The Anonymous Widower

A Beginner’s Guide On Opposing HS2

I found this here on Rail News.

Read it and enjoy.

As I’m a simple man, who prefers words of one syllable, my views on HS2 are as follows.

1. The best way to increase the capacity of our motorways is to move as much freight as possible off the roads onto the railways. As there are a limited number of freight paths on the East and West Coast Main Lines, one way to increase capacity would be to create a new high speed railway that is used by the high speed passenger trains from London to the Midlands, North and Scotland. Passenger trains would take HS2, thus releasing capacity on older lines for freight.

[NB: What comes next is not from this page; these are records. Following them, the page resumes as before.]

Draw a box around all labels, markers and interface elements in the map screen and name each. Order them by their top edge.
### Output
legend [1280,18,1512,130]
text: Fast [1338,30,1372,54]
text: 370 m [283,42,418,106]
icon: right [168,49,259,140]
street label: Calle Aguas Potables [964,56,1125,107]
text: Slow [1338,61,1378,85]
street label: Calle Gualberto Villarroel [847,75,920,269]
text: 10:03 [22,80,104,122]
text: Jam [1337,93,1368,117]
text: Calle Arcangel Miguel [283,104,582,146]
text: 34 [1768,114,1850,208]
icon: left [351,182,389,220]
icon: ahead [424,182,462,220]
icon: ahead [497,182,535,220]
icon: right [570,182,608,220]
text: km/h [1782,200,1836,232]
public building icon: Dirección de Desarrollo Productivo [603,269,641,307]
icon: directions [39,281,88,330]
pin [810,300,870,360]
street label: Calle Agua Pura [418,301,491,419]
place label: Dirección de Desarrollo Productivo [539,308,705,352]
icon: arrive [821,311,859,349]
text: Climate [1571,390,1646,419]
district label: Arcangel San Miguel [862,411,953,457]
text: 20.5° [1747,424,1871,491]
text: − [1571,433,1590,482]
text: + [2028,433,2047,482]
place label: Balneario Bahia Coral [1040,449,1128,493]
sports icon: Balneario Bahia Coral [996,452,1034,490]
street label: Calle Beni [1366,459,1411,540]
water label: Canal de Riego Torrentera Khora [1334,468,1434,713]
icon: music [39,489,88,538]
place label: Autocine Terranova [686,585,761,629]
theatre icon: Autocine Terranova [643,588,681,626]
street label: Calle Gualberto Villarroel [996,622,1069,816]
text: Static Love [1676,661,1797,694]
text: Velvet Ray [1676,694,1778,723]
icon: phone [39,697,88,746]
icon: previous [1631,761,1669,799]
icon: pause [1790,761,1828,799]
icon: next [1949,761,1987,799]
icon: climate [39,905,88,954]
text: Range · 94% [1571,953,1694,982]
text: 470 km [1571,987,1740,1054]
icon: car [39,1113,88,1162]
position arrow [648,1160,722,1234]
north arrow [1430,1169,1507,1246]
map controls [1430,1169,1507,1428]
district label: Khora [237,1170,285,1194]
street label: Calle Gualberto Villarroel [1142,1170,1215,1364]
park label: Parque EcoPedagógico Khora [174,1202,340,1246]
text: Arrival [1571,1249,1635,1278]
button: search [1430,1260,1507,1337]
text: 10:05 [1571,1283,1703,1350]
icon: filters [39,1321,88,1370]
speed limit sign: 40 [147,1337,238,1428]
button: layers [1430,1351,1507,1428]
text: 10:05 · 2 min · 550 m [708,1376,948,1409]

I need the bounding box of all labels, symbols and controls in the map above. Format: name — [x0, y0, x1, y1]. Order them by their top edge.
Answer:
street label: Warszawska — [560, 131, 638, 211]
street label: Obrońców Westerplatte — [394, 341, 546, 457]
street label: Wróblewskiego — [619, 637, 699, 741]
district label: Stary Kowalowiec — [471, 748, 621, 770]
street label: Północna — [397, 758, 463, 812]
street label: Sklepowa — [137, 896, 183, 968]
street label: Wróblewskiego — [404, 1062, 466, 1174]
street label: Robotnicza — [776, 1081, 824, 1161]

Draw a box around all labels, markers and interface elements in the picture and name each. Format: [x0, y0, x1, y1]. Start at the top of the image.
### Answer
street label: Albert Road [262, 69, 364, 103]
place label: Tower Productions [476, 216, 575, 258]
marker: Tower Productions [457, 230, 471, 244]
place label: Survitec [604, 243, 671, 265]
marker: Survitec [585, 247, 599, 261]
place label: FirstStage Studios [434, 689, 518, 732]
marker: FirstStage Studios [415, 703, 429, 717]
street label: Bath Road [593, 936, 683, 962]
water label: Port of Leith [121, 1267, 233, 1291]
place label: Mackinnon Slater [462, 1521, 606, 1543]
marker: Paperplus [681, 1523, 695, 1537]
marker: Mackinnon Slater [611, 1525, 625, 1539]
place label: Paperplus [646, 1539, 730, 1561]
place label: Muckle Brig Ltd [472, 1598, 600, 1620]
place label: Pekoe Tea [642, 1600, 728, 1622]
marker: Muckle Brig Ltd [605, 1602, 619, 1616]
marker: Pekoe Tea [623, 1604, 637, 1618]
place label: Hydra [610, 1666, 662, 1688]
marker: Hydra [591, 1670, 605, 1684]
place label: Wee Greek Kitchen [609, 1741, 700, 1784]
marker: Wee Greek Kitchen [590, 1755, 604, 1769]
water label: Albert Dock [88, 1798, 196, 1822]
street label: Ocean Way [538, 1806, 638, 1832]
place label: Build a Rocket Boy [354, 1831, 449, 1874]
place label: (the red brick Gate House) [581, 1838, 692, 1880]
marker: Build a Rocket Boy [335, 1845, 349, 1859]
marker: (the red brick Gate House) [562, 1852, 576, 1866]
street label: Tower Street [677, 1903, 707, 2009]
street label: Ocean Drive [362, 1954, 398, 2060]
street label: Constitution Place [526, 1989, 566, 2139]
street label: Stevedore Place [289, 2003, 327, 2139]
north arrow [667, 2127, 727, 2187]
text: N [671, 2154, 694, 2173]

2. It is well known that speed attracts more passengers. At the moment there’s a lot of speculation about Norwich in Ninety. Every route from London has a time, that would attract passengers. Perhaps, it should be Birmingham in an hour, Cardiff and Manchester in two and Edinburgh in four. Speed will attract people to use the trains, hopefully freeing up the roads.

3. A lot of our older stations like Euston and Manchester Piccadilly need rebuilding, or are on cramped sites like Birmingham, Leeds and Newcastle, so building HS2 with a few well-connected and spacious stations may well make a better railway for every passenger. The network’s Victorian designers didn’t envisage the number and size of trains we are using today, let alone those that we will, in a few years time.

4. HS2 is making us think.  In the past couple of months, George Osborne has laid out a plan for HS3 across the north of England from Liverpool and Manchester to Hull. The government has now announced that the existing line will be electrified as a priority. Would a politician have ever thought of this without HS2?

5. I also believe that HS2 should be freight enabled, so that at night, when the line won’t be busy, freight trains can be sneaked up and down the country. Network Rail are experimenting with using Euston in the middle of the night, as a distribution point for retail goods, so could we see that in cities like Birmingham, Leeds, Liverpool and Manchester?

6. I also think that HS2 could be the solution to how we get freight from London Gateway up to the North, if we built a tunnelled link from HS2 to HS1, This would also allow direct passenger and freight services between most of the UK and the Continent. Surely, it would be a better way to distribute Jaguars, Land-Rovers, Toyotas and Nissans all over the Continent and perhaps even further. That is just one example of probably many on how rail freight could be used.

7. I have my doubts about direct passenger services between say Manchester and Berlin, as for a journey of that length, the easyRyans of this would will always be a lot quicker and probably cheaper.

8. A properly linked up high speed rail system, connected to most parts of the country, will open up all sorts of possibilities.

9. Suppose the North Wales Coast line between Holyhead and Crewe was electrified and made into a full-size faster line, would this ease the problem of transporting freight and passengers to and from Ireland? At the present time it take nearly four hours to get to Holyhead from London, so with something like a Class 800 train, under three hours should be possible, even without the sections of HS2 north of Birmingham.

10. South Wales isn’t a problem from London and the South East, as by the end of this decade, Brunel’s Great Western will be making his ghost jump for joy, as trains speed along an electrified railway to Cardiff and South Wales as trains speed along at 225 kph. The line which, I’ve called HSW will probably change the way we think about high speed rail.

11. The main problem of South Wales is getting to Birmingham and the North. But this will probably be solved in the short term by the use of Class 800 running via Gloucester.

12. The Class 800 will have big part to play with HS2, as it will be used as a route extender, as I said in point 9, where it could be used to Holyhead.